(PROMPT) Only the lines from the line containing "Task: Dump the" to the end of the records, both included, belong in the answer, copied exactly.

[Opening GIVEN DATA section]

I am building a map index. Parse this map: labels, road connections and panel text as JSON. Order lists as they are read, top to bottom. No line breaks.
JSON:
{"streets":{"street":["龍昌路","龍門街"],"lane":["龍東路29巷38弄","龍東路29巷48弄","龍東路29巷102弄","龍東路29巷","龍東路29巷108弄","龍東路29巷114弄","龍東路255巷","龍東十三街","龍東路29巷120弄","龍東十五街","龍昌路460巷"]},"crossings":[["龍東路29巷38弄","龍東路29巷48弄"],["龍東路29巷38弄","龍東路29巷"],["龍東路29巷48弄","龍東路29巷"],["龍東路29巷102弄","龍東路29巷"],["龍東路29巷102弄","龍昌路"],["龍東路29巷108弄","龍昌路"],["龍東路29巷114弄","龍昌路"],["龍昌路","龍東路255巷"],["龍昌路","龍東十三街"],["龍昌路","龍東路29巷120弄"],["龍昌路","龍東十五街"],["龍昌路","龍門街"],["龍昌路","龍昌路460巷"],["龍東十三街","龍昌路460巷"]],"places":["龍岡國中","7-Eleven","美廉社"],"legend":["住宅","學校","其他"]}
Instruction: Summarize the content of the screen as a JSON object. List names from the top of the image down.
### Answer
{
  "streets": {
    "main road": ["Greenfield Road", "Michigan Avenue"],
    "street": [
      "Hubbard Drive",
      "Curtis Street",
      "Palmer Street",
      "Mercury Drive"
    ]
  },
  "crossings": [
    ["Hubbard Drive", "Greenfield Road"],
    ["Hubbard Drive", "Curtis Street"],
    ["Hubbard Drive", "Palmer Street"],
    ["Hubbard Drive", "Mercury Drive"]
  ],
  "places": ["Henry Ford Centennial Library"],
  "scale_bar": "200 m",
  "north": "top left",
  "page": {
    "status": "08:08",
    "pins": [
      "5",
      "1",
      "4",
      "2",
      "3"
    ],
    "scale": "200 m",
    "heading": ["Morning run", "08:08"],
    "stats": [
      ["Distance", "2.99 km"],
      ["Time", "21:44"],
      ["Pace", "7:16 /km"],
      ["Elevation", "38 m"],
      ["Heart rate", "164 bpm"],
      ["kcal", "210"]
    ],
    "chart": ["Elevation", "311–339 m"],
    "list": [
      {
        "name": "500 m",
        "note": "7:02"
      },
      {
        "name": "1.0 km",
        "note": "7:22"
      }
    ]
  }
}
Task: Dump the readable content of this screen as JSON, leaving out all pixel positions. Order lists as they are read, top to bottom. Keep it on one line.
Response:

[Closing GIVEN DATA section]

(EXERCISE RESPONSE)
Task: Dump the readable content of this screen as JSON, leaving out all pixel positions. Order lists as they are read, top to bottom. Keep it on one line.
Response:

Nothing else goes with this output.